Pelo direito de ficar fora do ar depois do trabalho Numa realidade cada vez mais conectada, o trabalhador está passível de sofrer abusos de empresa, sendo requisitado em folgas

ROSA FALCÃO
rosafalcao@diariodepernambuco.com.br

Publicação: 21/01/2017 03:00

A vida conectada 24 horas pode trazer abusos para o mundo corporativo. Celular, e-mail, Facebook, WhatsApp, twitter, messenger. São meios telemáticos (comunicação à distância) que podem ser usados pelas empresas para acionar o trabalhador nos horários de descanso, finais de semana e folgas.
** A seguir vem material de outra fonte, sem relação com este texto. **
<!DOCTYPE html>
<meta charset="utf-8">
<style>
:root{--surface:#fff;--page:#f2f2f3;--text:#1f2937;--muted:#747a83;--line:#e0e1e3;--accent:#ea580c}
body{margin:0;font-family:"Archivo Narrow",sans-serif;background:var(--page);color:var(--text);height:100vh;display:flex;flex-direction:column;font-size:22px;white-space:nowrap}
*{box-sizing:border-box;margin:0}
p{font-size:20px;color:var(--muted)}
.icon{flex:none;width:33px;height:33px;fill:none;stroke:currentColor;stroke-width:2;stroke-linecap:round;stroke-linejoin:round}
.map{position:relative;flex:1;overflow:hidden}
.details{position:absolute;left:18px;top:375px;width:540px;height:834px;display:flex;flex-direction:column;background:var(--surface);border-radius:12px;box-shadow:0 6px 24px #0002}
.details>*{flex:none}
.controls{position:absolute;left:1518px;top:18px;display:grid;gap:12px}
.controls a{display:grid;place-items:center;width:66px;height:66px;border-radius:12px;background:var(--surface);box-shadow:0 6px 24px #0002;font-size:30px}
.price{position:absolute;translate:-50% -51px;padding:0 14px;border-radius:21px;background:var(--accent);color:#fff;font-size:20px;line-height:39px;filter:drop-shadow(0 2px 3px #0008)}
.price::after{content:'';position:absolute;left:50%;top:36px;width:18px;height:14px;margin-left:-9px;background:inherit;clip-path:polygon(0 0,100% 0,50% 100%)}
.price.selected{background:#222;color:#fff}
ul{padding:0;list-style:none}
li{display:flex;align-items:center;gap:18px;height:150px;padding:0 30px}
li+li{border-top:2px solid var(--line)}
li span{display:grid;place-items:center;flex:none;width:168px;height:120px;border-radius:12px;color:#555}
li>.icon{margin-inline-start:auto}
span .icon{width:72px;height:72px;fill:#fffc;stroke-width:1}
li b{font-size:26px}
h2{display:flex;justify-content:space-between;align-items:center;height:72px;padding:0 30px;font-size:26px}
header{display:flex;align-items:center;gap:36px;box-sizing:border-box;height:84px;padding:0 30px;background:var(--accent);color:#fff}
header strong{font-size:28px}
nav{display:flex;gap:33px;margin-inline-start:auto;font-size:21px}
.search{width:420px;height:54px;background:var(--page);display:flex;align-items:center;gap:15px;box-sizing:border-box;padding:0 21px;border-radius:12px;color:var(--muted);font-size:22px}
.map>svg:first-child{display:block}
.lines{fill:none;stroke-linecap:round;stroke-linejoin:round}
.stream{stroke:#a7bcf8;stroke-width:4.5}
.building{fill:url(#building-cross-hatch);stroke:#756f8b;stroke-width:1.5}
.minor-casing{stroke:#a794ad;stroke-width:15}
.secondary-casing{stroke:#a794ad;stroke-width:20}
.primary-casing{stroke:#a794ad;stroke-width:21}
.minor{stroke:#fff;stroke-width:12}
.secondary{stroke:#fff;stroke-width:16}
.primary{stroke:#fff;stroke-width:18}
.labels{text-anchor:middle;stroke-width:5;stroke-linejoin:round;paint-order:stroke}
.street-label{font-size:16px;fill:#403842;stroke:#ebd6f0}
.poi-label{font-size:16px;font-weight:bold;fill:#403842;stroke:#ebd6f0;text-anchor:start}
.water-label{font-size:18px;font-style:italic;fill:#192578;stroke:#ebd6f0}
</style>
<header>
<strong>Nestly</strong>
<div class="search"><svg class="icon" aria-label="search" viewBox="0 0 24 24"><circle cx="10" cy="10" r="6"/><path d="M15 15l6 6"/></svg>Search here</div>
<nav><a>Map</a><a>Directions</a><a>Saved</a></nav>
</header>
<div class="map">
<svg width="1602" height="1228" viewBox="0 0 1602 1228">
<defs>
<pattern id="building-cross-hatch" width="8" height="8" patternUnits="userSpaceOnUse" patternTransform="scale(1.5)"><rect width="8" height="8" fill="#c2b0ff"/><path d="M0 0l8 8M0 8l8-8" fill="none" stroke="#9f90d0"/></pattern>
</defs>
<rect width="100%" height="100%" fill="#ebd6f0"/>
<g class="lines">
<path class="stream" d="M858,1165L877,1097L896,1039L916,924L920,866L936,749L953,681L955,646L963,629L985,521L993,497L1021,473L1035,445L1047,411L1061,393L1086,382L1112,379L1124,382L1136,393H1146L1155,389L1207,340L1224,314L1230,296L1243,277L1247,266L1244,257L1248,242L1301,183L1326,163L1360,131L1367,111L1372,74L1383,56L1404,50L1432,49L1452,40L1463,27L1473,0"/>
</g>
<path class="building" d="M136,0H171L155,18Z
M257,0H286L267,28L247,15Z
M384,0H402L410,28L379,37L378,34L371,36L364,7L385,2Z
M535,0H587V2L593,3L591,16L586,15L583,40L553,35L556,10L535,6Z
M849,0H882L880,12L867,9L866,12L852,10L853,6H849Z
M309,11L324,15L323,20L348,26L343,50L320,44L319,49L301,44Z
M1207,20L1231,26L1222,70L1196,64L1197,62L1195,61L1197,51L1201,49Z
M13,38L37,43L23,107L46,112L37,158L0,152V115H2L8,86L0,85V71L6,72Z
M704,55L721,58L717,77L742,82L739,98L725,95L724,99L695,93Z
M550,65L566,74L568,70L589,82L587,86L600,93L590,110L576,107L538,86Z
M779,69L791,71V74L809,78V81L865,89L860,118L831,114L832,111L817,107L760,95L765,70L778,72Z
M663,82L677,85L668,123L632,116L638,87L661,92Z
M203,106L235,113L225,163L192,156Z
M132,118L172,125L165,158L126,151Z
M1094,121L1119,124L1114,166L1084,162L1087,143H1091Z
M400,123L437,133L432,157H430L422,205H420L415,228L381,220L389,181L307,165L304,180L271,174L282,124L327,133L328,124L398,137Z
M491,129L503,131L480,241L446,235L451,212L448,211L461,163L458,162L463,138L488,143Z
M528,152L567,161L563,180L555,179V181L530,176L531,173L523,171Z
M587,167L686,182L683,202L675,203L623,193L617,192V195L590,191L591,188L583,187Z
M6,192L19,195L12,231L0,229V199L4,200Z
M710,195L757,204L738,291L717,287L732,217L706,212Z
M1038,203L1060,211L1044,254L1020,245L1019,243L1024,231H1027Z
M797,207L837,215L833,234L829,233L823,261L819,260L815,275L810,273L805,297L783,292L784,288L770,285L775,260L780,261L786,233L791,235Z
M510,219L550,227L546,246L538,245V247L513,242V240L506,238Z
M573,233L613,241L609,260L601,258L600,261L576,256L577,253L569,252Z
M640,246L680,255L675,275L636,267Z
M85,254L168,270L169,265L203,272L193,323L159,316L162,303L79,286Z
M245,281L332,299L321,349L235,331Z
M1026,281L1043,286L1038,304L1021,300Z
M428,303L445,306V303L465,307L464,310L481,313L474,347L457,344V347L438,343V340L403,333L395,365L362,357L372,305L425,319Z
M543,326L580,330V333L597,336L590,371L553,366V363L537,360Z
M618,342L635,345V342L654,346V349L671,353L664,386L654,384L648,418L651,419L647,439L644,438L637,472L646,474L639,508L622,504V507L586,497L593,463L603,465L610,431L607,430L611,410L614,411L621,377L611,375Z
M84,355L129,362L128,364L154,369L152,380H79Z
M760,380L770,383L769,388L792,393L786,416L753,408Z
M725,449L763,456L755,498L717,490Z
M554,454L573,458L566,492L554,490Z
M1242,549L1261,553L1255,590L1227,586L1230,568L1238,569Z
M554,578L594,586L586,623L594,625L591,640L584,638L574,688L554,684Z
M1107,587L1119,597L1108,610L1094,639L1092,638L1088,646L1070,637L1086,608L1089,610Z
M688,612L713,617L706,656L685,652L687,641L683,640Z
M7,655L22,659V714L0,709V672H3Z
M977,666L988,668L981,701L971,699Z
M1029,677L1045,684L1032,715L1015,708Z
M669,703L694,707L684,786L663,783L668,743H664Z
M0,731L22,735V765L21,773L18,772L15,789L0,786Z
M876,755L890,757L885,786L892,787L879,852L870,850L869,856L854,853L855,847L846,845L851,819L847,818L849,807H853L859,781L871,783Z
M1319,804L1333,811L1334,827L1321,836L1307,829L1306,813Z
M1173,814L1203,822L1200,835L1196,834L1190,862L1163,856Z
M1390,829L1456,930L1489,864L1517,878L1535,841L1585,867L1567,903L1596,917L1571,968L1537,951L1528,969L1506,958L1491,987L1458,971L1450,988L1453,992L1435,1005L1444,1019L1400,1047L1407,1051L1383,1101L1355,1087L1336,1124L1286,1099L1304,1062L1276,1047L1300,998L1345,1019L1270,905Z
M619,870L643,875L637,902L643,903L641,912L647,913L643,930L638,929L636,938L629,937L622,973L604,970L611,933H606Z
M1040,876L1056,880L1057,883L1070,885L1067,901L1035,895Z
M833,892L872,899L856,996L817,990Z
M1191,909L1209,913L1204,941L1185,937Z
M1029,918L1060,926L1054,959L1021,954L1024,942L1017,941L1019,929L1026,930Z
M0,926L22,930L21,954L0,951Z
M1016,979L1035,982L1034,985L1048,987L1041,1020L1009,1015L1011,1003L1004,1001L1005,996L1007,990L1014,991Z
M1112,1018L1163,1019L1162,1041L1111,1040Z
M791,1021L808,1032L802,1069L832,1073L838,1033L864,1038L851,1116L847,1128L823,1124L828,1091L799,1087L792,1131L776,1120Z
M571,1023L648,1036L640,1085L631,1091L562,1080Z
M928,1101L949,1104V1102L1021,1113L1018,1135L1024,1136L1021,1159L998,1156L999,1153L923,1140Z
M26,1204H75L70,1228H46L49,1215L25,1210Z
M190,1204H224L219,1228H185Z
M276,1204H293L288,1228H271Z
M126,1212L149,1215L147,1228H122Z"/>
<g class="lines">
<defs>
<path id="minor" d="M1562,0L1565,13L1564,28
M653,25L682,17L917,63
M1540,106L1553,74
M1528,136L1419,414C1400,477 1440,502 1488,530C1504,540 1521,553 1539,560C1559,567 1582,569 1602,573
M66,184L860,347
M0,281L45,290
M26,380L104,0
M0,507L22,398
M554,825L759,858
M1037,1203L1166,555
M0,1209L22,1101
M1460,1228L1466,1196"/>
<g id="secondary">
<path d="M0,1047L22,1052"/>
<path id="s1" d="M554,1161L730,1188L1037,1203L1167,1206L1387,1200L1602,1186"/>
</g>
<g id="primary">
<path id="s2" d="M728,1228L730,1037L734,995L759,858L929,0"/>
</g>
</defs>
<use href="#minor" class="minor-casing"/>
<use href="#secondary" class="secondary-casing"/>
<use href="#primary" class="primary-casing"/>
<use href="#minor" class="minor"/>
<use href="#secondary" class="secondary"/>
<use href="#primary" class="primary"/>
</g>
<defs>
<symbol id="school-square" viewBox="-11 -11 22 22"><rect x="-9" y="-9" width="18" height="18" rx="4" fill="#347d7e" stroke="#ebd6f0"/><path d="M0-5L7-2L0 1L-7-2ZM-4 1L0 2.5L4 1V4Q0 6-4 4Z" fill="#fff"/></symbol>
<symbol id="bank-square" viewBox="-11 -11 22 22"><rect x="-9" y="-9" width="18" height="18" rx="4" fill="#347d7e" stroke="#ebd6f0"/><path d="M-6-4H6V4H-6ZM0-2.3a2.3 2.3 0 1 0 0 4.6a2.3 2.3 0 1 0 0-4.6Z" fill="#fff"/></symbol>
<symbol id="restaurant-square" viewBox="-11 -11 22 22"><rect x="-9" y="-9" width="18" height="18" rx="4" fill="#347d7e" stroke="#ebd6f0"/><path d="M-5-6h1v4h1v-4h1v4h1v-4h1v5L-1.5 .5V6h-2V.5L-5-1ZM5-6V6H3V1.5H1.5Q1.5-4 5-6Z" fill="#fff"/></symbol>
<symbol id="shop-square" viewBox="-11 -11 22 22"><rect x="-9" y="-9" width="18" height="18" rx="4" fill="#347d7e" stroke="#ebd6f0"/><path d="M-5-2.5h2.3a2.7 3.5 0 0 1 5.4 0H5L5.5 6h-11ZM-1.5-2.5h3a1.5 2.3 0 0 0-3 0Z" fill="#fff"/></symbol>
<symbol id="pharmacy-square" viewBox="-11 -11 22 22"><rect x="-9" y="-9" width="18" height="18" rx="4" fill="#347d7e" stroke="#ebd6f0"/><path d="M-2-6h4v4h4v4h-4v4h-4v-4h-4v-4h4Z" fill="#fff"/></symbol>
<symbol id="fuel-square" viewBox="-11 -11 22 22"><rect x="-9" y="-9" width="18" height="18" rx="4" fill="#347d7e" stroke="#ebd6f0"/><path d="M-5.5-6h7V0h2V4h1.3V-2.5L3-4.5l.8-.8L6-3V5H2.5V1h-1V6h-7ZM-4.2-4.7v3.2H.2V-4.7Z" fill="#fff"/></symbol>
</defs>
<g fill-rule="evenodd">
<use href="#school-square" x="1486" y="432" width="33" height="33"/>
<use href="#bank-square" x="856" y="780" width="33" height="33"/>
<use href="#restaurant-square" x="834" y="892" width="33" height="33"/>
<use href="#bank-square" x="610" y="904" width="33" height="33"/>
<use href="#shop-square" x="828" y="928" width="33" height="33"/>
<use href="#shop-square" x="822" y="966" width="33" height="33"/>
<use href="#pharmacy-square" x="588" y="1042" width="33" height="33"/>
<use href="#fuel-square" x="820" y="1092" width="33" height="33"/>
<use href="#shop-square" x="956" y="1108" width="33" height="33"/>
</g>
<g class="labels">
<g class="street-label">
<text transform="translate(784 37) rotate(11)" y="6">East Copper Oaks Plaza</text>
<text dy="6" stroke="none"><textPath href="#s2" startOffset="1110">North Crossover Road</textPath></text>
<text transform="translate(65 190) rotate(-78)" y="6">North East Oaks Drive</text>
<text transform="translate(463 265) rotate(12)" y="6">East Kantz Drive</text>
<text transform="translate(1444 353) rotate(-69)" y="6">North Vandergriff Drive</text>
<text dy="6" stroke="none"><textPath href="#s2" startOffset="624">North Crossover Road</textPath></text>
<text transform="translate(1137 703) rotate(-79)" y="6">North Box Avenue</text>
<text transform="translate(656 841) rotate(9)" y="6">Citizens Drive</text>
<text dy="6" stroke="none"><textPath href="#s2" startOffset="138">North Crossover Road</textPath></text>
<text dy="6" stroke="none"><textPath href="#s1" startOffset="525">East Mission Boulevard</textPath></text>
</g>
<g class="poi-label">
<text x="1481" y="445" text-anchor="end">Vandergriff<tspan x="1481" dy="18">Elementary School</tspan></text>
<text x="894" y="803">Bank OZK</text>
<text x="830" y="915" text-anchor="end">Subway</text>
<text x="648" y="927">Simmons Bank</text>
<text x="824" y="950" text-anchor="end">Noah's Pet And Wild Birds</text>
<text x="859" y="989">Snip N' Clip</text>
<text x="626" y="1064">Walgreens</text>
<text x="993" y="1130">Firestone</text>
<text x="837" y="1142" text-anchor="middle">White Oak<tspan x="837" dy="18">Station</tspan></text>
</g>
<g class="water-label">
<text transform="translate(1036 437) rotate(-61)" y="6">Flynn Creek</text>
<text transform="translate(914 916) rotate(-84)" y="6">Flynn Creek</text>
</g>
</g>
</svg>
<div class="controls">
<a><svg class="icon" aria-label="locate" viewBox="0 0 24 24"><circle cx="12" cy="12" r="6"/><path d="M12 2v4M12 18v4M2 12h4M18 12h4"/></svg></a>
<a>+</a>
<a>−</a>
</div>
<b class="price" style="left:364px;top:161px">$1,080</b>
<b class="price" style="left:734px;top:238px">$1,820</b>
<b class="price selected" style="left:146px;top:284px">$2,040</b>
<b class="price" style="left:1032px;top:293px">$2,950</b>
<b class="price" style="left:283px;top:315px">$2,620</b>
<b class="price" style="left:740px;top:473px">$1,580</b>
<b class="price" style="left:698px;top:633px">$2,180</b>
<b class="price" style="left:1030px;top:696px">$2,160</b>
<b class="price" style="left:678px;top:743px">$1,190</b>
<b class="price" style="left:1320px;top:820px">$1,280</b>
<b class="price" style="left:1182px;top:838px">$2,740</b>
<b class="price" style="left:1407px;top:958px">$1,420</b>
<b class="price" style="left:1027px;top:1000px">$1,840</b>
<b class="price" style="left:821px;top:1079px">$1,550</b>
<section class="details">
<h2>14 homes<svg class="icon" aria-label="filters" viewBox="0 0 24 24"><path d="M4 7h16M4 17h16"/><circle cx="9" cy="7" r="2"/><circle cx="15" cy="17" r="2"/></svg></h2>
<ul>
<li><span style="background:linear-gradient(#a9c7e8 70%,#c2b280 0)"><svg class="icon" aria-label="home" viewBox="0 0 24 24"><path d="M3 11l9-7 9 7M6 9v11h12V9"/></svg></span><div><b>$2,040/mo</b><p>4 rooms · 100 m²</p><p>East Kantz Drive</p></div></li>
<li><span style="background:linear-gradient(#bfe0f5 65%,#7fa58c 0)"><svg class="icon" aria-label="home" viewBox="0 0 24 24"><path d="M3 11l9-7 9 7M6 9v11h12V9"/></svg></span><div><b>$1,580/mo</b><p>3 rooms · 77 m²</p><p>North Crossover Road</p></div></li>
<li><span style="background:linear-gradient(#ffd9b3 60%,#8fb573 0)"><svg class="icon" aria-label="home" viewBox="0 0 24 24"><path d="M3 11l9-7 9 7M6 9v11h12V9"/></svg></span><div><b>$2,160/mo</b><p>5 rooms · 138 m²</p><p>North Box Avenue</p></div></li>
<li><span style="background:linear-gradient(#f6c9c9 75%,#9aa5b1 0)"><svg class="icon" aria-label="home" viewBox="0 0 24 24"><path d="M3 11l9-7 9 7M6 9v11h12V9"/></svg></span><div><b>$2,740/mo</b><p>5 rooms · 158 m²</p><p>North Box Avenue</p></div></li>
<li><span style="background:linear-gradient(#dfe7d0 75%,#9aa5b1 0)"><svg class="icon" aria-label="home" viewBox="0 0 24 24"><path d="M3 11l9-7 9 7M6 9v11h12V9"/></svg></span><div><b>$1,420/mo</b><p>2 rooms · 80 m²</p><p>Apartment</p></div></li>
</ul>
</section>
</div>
Para regulamentar a questão, a França editou lei trabalhista que garante o direito à desconexão. Proíbe os trabalhadores checarem e-mail, atenderem celular e responderem WhatsApp. A medida gera controvérsias sobre a aplicabilidade porque não prevê penalidade para a empresa que descumprir a norma. No Brasil não há dispositivo legal para garantir a “folga eletrônica”, mas há jurisprudência da Justiça do Trabalho, determinando o pagamento de horas extras pelas empresas que contactam os seus colaboradores, fora do horário de expediente, para realizar atividades profissionais.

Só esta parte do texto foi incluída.